State the number of lines in the following data that contain the string "image", and nothing else.

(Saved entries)
*** Block opens ***

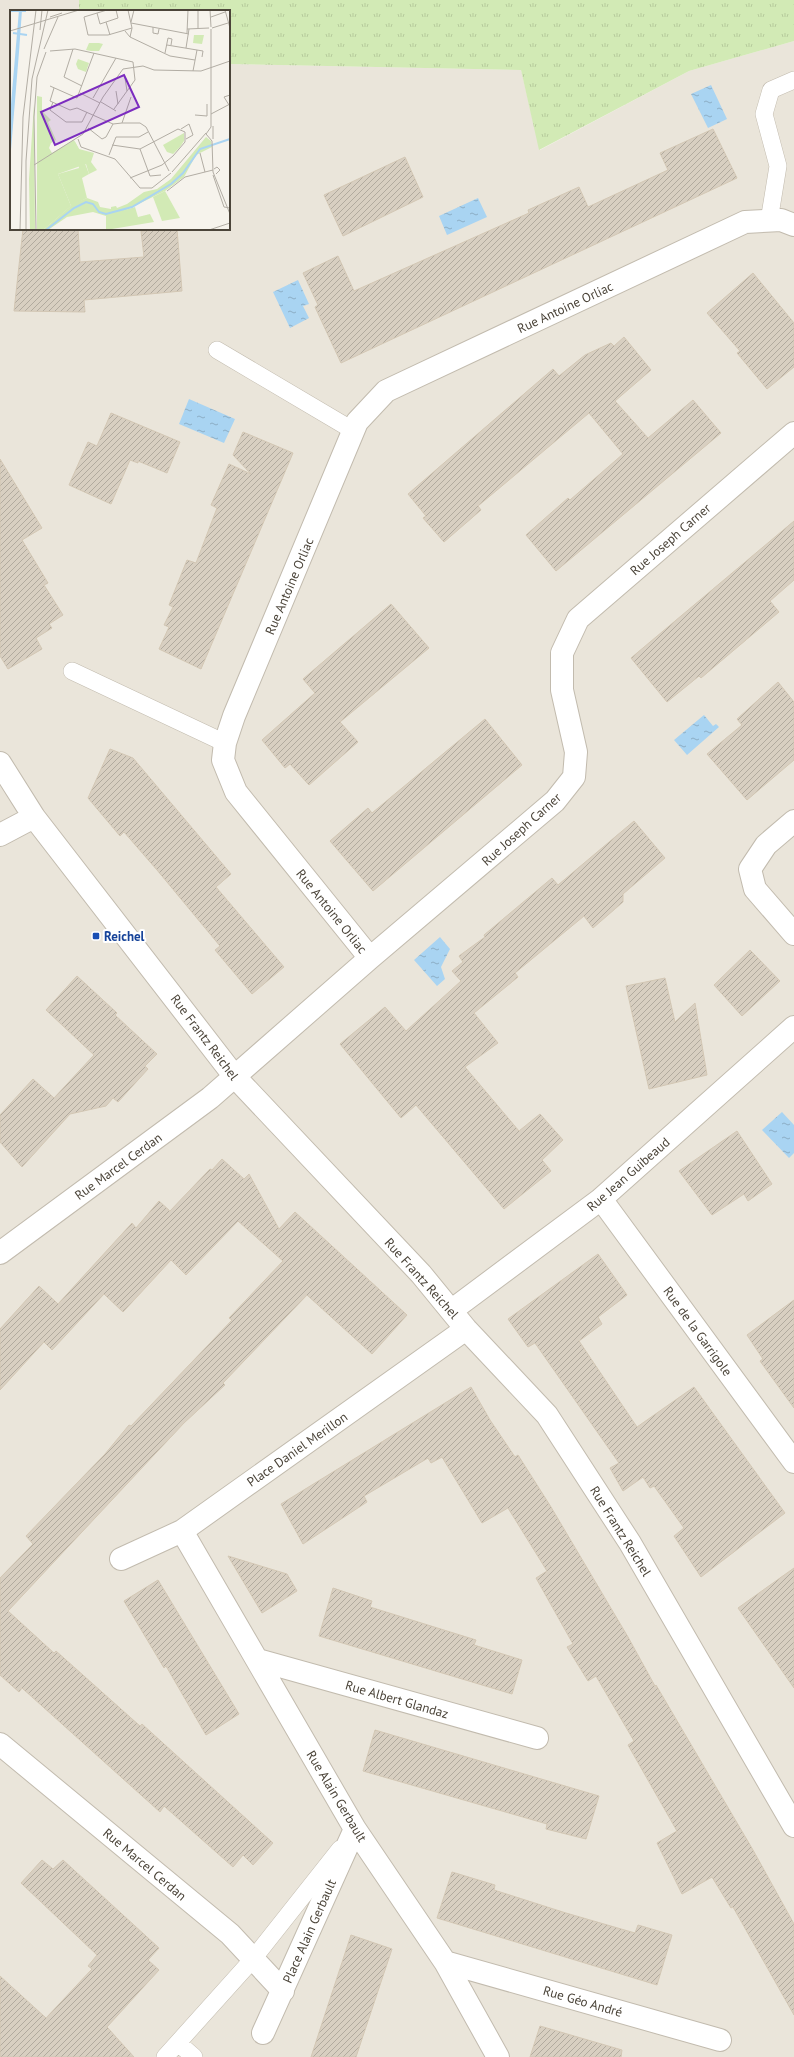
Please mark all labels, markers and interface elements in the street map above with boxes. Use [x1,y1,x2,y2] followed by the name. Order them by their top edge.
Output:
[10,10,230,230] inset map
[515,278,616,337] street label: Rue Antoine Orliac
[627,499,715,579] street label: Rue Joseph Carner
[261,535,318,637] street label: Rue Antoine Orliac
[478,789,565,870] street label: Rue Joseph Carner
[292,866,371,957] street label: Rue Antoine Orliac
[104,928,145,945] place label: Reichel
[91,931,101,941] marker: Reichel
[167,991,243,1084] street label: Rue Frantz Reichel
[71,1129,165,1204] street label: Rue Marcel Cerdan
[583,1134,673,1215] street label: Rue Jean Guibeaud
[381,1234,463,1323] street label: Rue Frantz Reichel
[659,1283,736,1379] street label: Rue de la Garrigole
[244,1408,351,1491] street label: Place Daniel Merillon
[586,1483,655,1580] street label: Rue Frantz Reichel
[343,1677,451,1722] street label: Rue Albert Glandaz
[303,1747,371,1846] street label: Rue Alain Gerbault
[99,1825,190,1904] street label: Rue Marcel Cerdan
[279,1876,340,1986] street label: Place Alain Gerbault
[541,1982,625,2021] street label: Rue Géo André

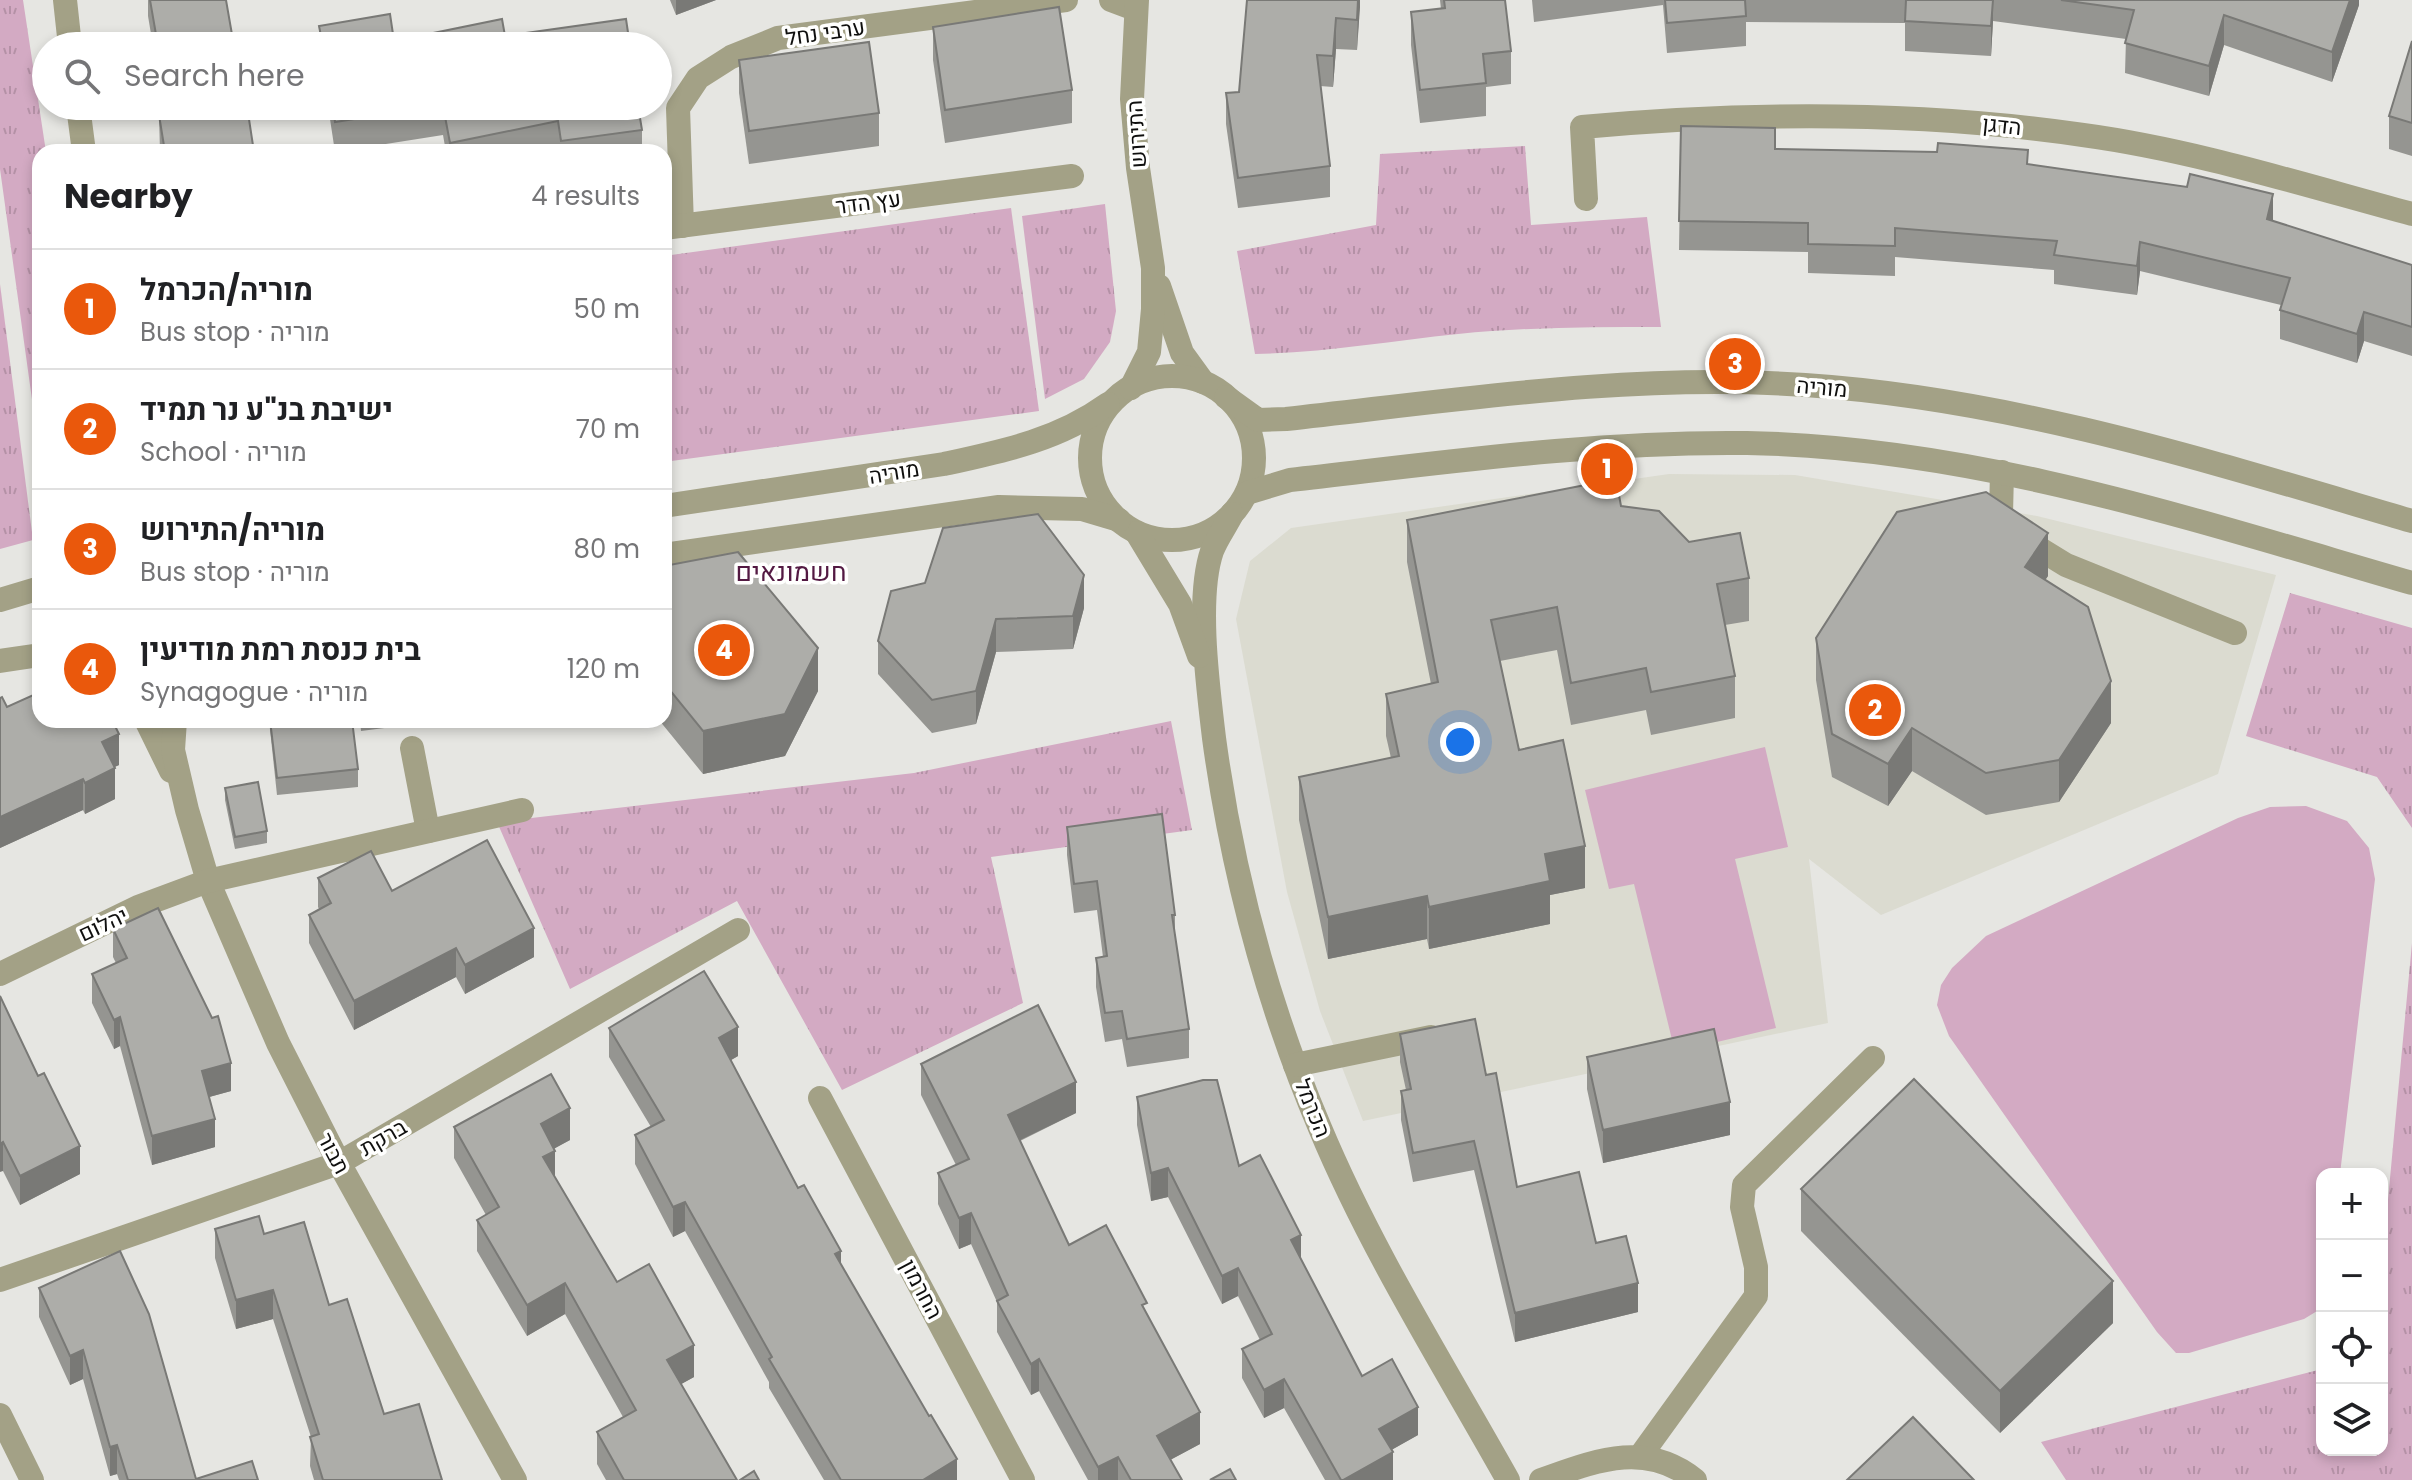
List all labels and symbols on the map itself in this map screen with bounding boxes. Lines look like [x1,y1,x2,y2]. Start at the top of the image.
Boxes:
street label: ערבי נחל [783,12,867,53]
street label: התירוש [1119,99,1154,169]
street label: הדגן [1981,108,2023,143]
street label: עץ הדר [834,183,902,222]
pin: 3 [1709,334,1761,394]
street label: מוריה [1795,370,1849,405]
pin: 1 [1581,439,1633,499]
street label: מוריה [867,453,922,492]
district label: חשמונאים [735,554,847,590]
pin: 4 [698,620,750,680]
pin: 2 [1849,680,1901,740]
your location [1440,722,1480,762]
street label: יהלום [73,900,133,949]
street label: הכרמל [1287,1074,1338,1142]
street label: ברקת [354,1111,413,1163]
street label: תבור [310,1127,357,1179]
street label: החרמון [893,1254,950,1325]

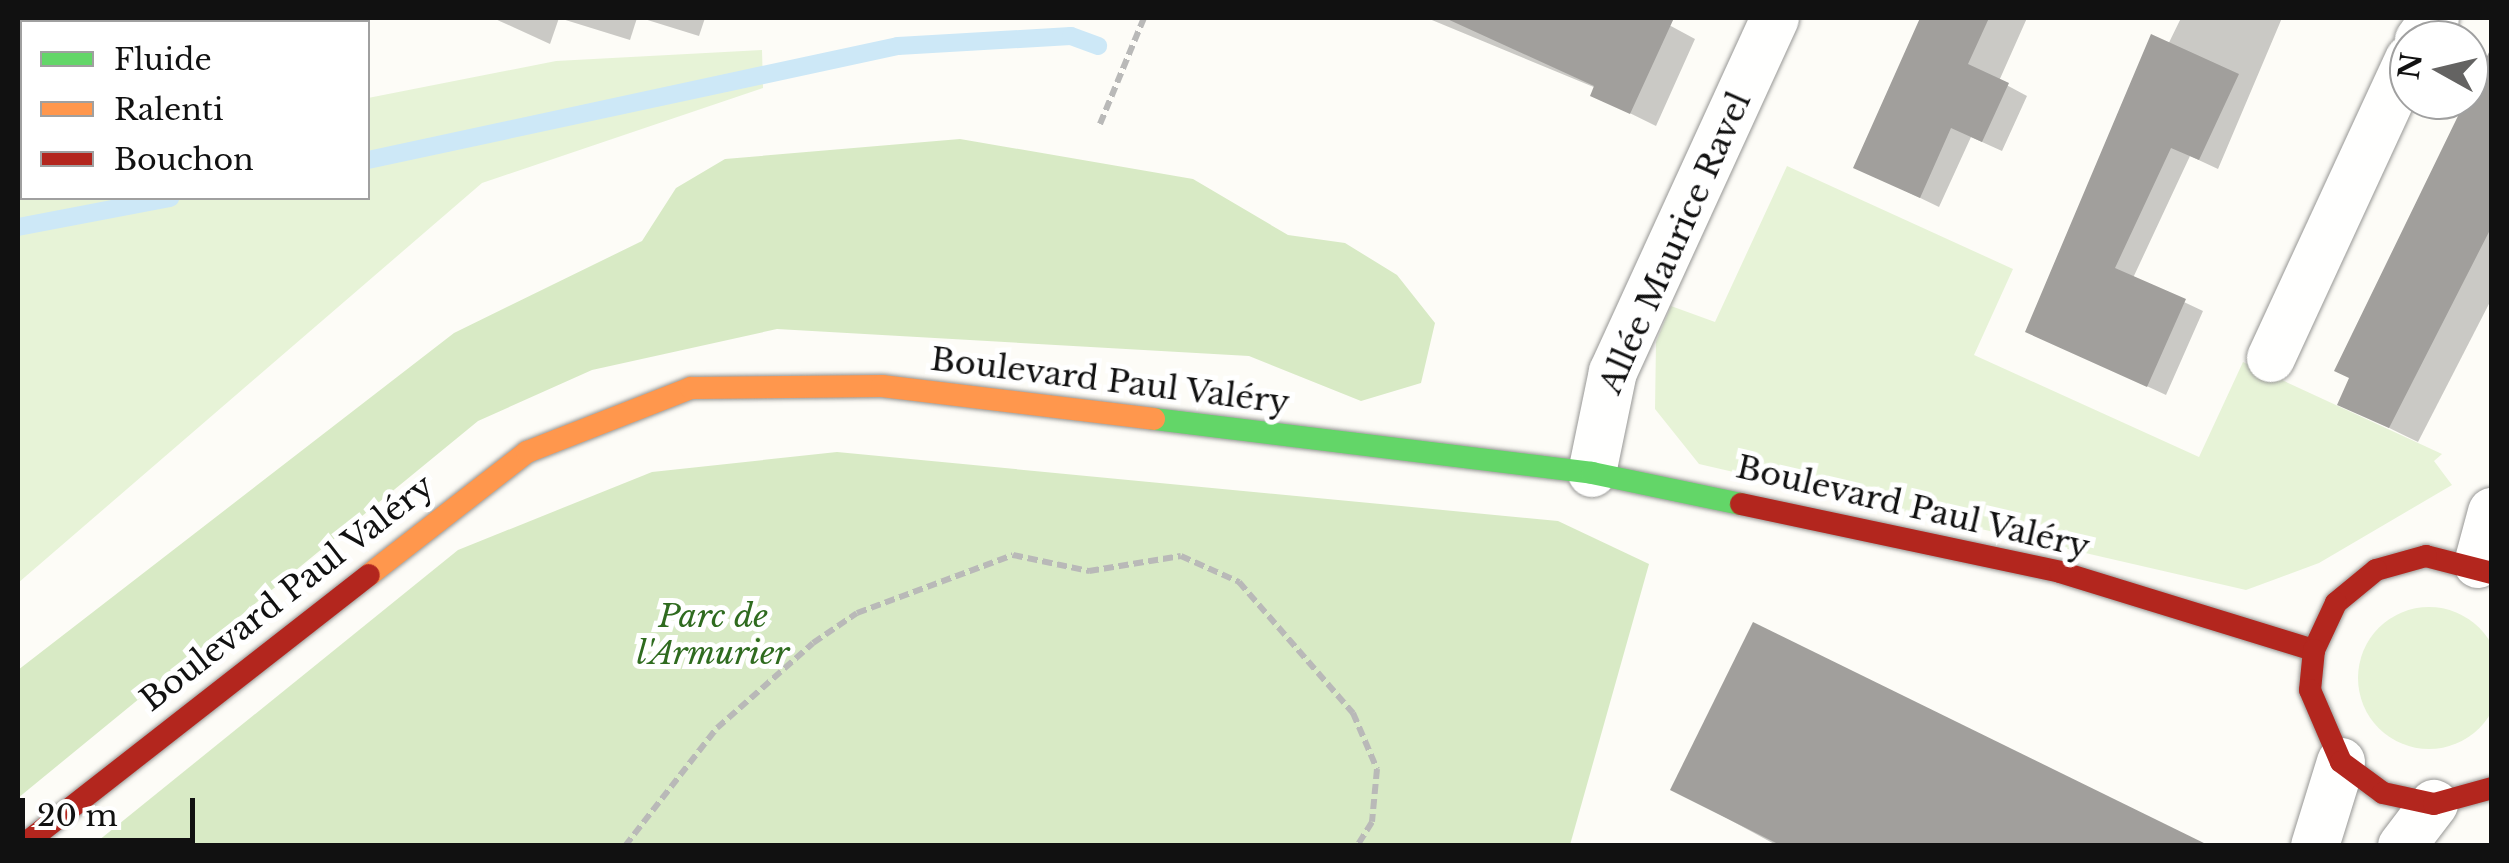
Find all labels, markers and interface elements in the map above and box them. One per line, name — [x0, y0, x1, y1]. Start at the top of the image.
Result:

*** Block closes ***

Exercise result: 2